» Your objective
In the listing below, write out exactly each line from the first through the one containing "width:54px; height:54px; display:grid;".

» Data to use
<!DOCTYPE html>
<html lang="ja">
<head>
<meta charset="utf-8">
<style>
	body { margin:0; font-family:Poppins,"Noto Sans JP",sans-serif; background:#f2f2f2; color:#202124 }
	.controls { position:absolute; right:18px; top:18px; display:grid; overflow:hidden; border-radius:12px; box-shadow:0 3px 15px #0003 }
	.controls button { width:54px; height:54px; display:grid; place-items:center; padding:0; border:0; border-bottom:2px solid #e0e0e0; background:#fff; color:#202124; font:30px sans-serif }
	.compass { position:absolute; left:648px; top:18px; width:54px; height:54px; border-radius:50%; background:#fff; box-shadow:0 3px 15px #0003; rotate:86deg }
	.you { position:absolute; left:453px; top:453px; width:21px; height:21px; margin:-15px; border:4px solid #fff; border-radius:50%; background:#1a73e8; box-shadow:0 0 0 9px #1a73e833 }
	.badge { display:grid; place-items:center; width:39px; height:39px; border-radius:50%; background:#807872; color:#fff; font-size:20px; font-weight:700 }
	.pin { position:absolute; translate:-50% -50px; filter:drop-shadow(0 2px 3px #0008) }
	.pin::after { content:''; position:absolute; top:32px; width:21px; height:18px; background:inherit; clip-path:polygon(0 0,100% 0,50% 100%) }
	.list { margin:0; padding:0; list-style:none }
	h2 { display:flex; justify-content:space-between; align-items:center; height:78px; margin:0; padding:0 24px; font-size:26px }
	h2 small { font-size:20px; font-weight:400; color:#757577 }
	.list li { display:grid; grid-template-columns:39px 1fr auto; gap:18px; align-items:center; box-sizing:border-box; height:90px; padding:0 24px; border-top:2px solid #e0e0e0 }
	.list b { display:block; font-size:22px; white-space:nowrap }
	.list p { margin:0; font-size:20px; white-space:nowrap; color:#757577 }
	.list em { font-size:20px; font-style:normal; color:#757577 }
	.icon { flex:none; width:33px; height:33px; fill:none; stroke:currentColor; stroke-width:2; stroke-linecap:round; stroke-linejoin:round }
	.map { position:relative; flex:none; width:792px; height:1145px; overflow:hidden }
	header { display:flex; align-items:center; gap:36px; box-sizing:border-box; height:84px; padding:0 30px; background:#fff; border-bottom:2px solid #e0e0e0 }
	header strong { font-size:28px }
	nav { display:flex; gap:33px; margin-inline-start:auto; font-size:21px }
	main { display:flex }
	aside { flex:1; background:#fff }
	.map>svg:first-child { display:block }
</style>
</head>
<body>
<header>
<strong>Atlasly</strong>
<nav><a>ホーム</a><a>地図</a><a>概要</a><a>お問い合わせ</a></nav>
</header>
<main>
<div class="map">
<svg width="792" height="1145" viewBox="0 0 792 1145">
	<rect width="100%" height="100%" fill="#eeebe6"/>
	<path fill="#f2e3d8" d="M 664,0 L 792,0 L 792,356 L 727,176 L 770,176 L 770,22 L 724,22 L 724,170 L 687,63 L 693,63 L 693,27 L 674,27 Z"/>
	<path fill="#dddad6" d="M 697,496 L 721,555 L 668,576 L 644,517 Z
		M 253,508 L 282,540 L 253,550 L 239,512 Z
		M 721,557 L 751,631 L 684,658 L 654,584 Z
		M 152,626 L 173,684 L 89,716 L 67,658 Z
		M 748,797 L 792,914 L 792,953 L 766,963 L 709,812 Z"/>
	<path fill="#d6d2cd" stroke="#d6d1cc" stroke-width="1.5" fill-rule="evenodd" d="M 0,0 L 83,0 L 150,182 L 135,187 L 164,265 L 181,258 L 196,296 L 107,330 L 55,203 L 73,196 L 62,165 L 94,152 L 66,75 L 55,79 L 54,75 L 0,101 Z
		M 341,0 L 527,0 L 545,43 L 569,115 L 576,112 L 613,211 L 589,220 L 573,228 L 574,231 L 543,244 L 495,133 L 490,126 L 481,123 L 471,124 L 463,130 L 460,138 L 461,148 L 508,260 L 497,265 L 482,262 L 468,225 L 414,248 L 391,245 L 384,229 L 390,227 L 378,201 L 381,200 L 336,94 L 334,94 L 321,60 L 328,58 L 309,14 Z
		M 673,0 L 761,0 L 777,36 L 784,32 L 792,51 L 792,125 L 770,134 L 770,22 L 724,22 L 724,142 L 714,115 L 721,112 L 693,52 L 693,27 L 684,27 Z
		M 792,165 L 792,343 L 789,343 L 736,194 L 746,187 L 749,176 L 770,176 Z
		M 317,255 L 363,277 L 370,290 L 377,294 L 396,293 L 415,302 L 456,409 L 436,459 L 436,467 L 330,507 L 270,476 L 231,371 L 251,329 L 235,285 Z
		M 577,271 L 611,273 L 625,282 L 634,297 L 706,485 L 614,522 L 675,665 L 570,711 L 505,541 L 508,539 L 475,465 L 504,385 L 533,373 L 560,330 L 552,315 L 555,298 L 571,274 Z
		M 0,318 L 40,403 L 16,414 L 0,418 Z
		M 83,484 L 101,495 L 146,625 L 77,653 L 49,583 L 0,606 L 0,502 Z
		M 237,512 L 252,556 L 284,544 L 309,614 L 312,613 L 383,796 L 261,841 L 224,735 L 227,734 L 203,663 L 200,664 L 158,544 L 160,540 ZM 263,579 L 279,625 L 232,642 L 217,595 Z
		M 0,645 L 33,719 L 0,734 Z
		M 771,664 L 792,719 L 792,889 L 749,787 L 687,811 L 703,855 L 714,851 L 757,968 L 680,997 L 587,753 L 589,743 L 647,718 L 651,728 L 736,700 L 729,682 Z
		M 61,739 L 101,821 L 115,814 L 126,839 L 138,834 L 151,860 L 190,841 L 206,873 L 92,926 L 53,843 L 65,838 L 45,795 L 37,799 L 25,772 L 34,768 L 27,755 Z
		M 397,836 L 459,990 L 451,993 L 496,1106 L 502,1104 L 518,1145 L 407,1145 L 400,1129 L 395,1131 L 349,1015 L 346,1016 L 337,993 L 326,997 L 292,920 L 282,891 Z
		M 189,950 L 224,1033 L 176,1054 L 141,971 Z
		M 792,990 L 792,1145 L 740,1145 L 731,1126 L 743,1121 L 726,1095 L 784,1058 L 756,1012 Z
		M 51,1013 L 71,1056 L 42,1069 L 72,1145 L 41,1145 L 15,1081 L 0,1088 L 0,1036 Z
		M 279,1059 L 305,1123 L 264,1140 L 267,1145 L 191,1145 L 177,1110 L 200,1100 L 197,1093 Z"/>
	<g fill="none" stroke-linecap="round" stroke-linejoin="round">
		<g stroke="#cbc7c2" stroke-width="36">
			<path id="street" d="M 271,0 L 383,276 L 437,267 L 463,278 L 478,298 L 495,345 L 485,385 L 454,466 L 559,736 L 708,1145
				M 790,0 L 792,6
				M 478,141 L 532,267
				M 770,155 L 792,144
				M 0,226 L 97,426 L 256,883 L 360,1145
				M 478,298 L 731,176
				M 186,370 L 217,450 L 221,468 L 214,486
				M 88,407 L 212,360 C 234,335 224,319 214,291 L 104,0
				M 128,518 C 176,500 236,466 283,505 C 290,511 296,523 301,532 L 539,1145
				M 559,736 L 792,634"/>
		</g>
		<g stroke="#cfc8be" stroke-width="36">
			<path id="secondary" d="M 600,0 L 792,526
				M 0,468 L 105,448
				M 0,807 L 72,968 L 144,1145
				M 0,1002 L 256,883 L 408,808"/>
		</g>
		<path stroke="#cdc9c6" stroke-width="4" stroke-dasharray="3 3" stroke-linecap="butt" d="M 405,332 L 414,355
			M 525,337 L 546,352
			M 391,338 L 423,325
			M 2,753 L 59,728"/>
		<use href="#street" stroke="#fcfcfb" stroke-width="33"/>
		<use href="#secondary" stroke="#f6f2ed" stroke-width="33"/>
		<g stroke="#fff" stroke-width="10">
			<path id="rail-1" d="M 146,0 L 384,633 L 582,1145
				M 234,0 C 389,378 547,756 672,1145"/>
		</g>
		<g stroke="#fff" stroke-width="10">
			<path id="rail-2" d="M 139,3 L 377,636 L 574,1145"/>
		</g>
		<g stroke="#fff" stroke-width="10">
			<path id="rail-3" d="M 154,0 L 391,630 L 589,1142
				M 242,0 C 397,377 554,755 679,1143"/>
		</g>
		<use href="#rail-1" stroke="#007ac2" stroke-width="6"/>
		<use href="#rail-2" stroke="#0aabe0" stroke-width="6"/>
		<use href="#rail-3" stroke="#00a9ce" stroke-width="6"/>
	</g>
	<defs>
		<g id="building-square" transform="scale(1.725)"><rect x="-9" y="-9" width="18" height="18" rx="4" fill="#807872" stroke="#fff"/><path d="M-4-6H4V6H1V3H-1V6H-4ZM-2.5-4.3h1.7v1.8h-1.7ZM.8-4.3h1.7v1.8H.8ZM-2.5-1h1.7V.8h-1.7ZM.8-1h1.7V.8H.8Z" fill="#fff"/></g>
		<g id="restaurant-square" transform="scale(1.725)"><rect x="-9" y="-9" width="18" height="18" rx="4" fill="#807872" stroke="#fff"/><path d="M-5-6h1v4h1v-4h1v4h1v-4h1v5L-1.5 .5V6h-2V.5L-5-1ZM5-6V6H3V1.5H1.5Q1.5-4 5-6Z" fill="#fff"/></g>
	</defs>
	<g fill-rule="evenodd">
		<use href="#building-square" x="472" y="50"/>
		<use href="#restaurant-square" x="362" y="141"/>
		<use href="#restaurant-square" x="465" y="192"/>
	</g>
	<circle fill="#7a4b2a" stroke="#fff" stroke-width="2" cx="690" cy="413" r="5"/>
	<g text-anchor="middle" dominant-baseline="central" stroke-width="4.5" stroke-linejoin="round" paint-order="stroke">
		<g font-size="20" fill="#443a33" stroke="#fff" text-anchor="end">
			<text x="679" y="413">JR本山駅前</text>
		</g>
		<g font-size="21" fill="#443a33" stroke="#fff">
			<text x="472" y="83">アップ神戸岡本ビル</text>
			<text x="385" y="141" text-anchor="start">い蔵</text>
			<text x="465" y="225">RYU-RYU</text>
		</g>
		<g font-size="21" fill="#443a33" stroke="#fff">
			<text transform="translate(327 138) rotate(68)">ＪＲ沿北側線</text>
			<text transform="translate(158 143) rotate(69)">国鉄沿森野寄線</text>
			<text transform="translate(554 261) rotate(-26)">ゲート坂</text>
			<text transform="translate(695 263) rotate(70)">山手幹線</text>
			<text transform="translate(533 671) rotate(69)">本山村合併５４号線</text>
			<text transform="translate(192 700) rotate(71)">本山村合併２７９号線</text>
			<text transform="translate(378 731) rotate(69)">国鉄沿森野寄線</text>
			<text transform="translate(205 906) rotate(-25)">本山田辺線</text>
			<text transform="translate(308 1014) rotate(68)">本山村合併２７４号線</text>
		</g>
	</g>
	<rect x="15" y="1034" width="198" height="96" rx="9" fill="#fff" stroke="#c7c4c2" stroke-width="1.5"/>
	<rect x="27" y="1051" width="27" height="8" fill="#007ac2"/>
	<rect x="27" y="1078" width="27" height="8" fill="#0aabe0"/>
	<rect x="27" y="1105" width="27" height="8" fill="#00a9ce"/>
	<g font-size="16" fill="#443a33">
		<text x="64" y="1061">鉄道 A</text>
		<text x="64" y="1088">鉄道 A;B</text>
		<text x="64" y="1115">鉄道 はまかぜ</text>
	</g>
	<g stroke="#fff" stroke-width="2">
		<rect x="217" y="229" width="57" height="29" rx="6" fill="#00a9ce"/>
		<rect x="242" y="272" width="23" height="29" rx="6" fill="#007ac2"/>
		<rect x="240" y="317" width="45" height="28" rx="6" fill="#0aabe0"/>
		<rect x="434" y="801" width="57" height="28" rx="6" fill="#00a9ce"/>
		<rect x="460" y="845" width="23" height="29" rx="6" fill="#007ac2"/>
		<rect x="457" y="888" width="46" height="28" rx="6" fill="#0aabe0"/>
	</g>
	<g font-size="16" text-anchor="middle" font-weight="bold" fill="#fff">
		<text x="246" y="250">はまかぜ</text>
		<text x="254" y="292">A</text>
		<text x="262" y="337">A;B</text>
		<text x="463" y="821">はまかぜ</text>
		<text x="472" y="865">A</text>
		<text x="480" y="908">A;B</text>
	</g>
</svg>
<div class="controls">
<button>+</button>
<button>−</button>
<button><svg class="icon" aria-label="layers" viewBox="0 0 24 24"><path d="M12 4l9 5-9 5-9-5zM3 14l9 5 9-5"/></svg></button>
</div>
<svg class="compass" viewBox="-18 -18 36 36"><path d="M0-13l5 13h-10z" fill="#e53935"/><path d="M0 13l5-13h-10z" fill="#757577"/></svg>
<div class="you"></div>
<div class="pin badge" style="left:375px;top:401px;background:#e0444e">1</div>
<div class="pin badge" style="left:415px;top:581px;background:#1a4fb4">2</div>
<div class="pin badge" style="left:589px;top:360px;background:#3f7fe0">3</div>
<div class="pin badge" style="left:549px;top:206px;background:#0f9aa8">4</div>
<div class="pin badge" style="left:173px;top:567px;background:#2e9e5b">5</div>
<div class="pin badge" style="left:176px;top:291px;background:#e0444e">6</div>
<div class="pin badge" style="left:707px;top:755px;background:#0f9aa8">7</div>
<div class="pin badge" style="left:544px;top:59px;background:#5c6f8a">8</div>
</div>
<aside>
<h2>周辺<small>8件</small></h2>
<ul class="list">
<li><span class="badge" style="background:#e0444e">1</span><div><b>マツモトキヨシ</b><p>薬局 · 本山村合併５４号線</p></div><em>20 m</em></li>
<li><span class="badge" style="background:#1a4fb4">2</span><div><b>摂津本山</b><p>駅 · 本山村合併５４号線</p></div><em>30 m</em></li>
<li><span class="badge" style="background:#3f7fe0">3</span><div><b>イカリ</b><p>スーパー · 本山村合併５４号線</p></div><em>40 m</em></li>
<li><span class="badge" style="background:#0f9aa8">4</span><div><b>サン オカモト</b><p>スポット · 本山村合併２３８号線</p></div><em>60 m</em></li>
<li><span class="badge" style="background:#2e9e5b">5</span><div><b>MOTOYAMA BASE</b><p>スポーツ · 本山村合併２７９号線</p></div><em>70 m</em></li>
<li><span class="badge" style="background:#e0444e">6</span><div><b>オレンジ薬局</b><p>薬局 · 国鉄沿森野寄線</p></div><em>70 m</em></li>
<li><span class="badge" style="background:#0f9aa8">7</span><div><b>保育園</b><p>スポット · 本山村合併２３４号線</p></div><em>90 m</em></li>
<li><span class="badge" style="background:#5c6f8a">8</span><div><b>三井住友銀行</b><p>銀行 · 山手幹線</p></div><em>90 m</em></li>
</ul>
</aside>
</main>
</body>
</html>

» Answer to this task
<!DOCTYPE html>
<html lang="ja">
<head>
<meta charset="utf-8">
<style>
	body { margin:0; font-family:Poppins,"Noto Sans JP",sans-serif; background:#f2f2f2; color:#202124 }
	.controls { position:absolute; right:18px; top:18px; display:grid; overflow:hidden; border-radius:12px; box-shadow:0 3px 15px #0003 }
	.controls button { width:54px; height:54px; display:grid; place-items:center; padding:0; border:0; border-bottom:2px solid #e0e0e0; background:#fff; color:#202124; font:30px sans-serif }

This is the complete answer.